**Work item**
For this exercise, transcribe all the entries exactly as given and omit the images.

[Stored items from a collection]
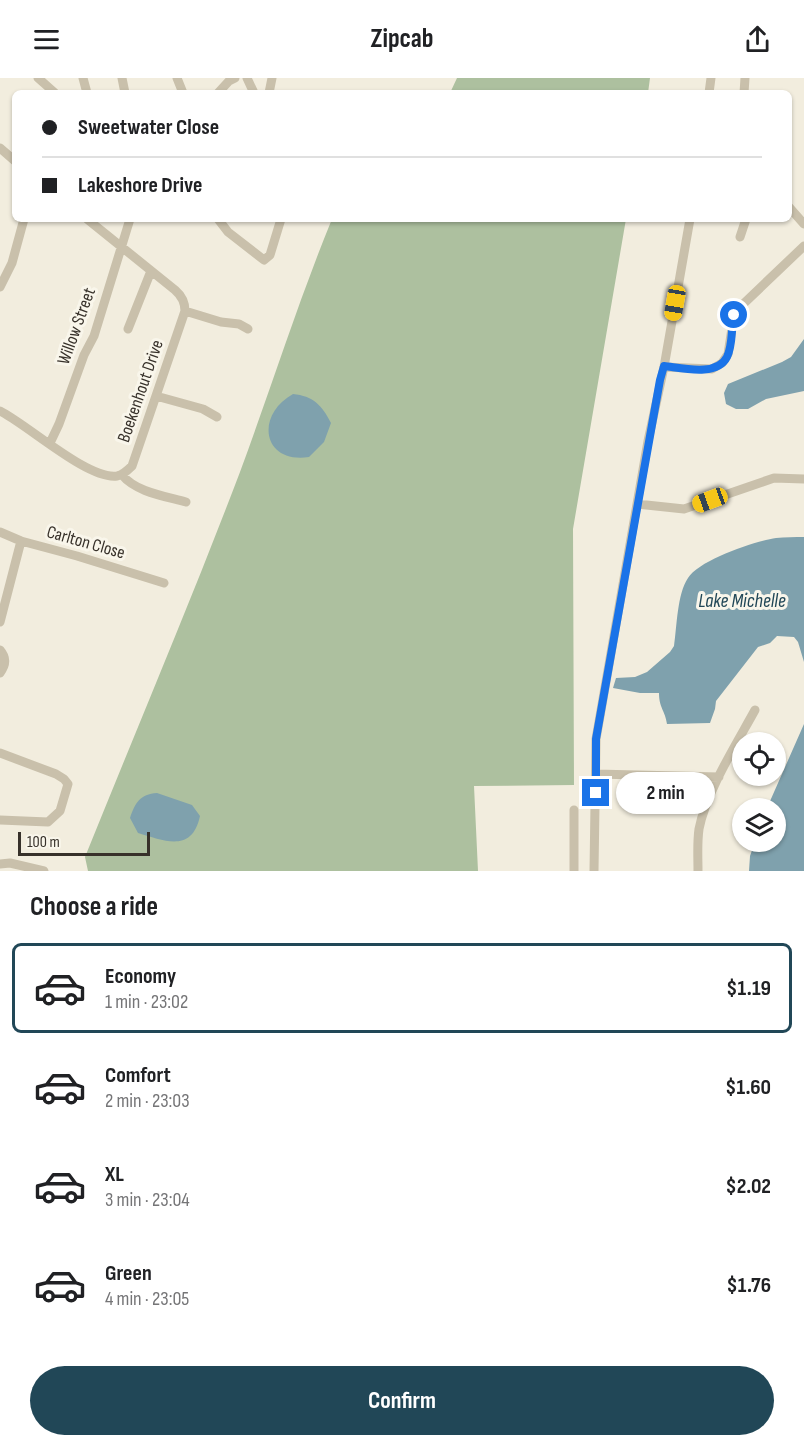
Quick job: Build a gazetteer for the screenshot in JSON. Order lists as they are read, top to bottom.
{
  "streets": {
    "street": ["Willow Street", "Boekenhout Drive", "Carlton Close"]
  },
  "water": ["Lake Michelle"],
  "scale_bar": "100 m",
  "page": {
    "header": "Zipcab",
    "banner": ["Sweetwater Close", "Lakeshore Drive"],
    "bubble": "2 min",
    "scale": "100 m",
    "heading": "Choose a ride",
    "list": [
      {
        "name": "Economy",
        "note": "1 min · 23:02",
        "value": "$1.19"
      },
      {
        "name": "Comfort",
        "note": "2 min · 23:03",
        "value": "$1.60"
      },
      {
        "name": "XL",
        "note": "3 min · 23:04",
        "value": "$2.02"
      },
      {
        "name": "Green",
        "note": "4 min · 23:05",
        "value": "$1.76"
      }
    ],
    "buttons": "Confirm"
  }
}
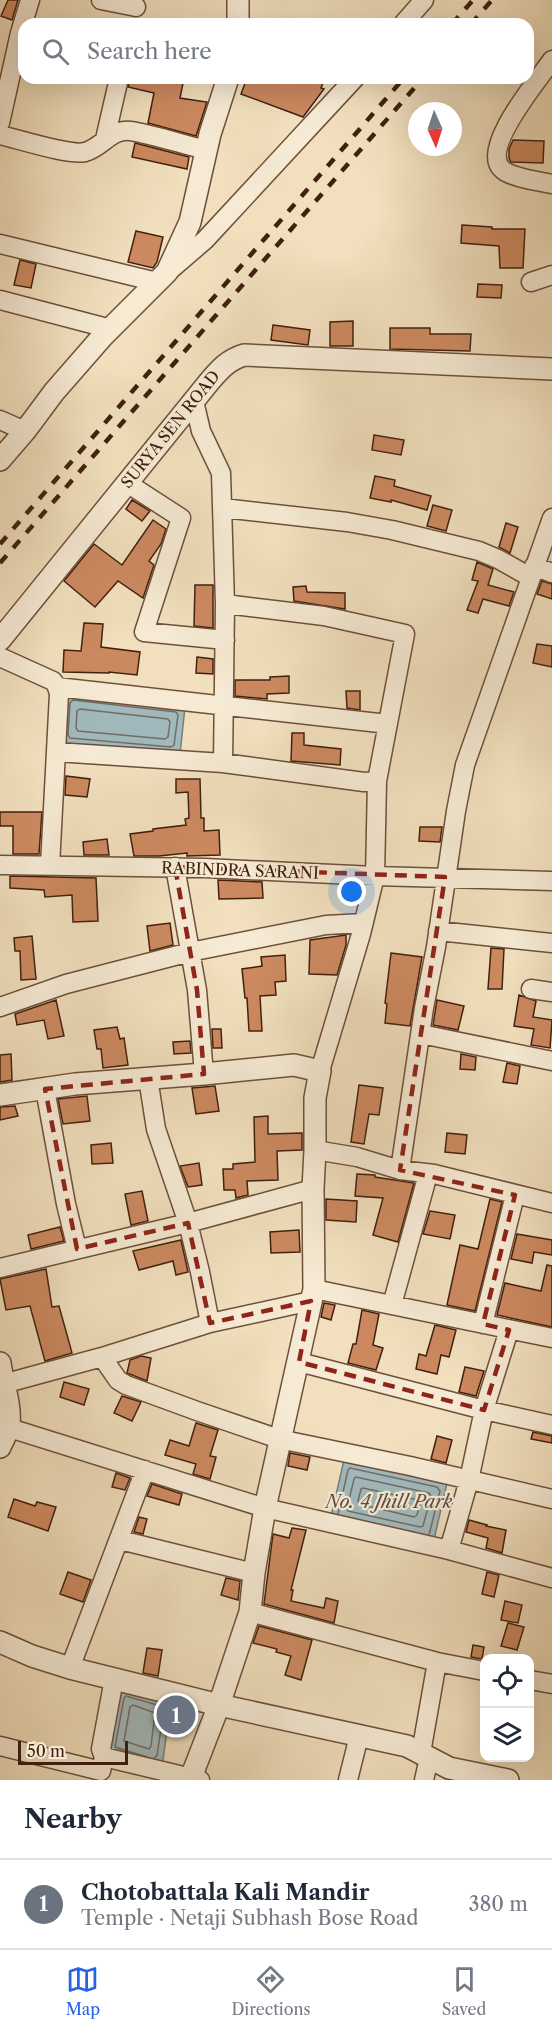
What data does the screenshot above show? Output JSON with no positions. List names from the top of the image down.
{
  "streets": {
    "street": ["SURYA SEN ROAD", "RABINDRA SARANI"]
  },
  "water": ["No. 4 Jhill Park"],
  "scale_bar": "50 m",
  "north": "bottom",
  "page": {
    "search": "Search here",
    "pins": "1",
    "scale": "50 m",
    "heading": "Nearby",
    "list": [
      {
        "mark": "1",
        "name": "Chotobattala Kali Mandir",
        "note": "Temple · Netaji Subhash Bose Road",
        "value": "380 m"
      }
    ],
    "nav": ["Map", "Directions", "Saved"]
  }
}
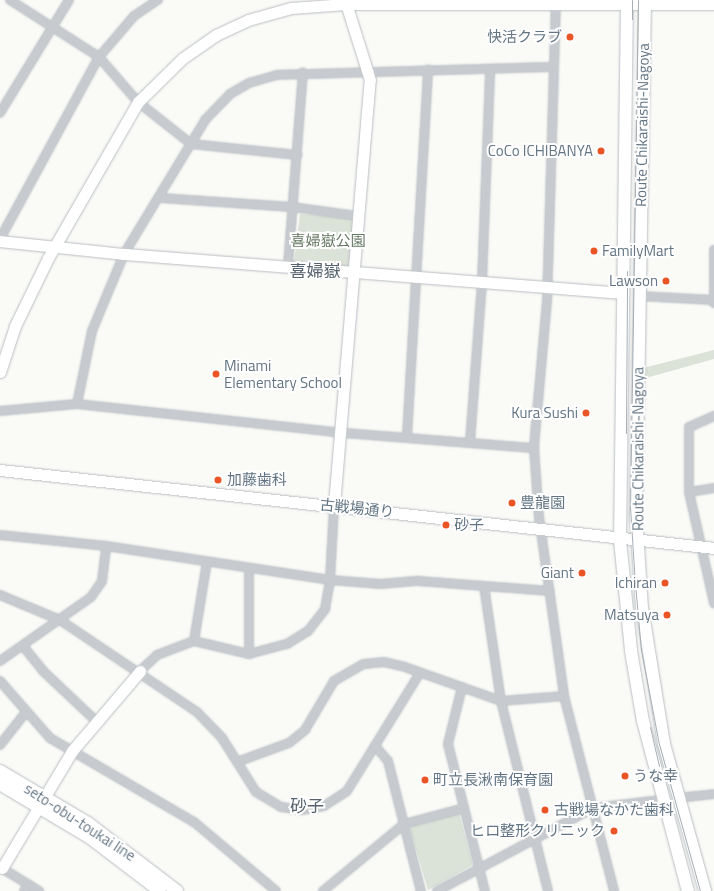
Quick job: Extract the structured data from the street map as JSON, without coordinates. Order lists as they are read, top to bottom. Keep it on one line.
{"streets":{"main road":["Route Chikaraishi-Nagoya","seto-obu-toukai line"],"street":["古戦場通り"]},"crossings":[["Route Chikaraishi-Nagoya","古戦場通り"]],"districts":["喜婦嶽","砂子"],"parks":["喜婦嶽公園"],"places":["快活クラブ","CoCo ICHIBANYA","FamilyMart","Lawson","Minami Elementary School","Kura Sushi","加藤歯科","豊龍園","砂子","Giant","Ichiran","Matsuya","うな幸","町立長湫南保育園","古戦場なかた歯科","ヒロ整形クリニック"]}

**Completed task**
Quick job: Build a gazetteer for the screenshot in JSON. Order lists as they are read, top to bottom.
{
  "streets": {
    "street": ["Willow Street", "Boekenhout Drive", "Carlton Close"]
  },
  "water": ["Lake Michelle"],
  "scale_bar": "100 m",
  "page": {
    "header": "Zipcab",
    "banner": ["Sweetwater Close", "Lakeshore Drive"],
    "bubble": "2 min",
    "scale": "100 m",
    "heading": "Choose a ride",
    "list": [
      {
        "name": "Economy",
        "note": "1 min · 23:02",
        "value": "$1.19"
      },
      {
        "name": "Comfort",
        "note": "2 min · 23:03",
        "value": "$1.60"
      },
      {
        "name": "XL",
        "note": "3 min · 23:04",
        "value": "$2.02"
      },
      {
        "name": "Green",
        "note": "4 min · 23:05",
        "value": "$1.76"
      }
    ],
    "buttons": "Confirm"
  }
}
What data does the screenshot above show? Output JSON with no positions. List names from the top of the image down.
{
  "streets": {
    "street": ["SURYA SEN ROAD", "RABINDRA SARANI"]
  },
  "water": ["No. 4 Jhill Park"],
  "scale_bar": "50 m",
  "north": "bottom",
  "page": {
    "search": "Search here",
    "pins": "1",
    "scale": "50 m",
    "heading": "Nearby",
    "list": [
      {
        "mark": "1",
        "name": "Chotobattala Kali Mandir",
        "note": "Temple · Netaji Subhash Bose Road",
        "value": "380 m"
      }
    ],
    "nav": ["Map", "Directions", "Saved"]
  }
}
Quick job: Extract the structured data from the street map as JSON, without coordinates. Order lists as they are read, top to bottom. Keep it on one line.
{"streets":{"main road":["Route Chikaraishi-Nagoya","seto-obu-toukai line"],"street":["古戦場通り"]},"crossings":[["Route Chikaraishi-Nagoya","古戦場通り"]],"districts":["喜婦嶽","砂子"],"parks":["喜婦嶽公園"],"places":["快活クラブ","CoCo ICHIBANYA","FamilyMart","Lawson","Minami Elementary School","Kura Sushi","加藤歯科","豊龍園","砂子","Giant","Ichiran","Matsuya","うな幸","町立長湫南保育園","古戦場なかた歯科","ヒロ整形クリニック"]}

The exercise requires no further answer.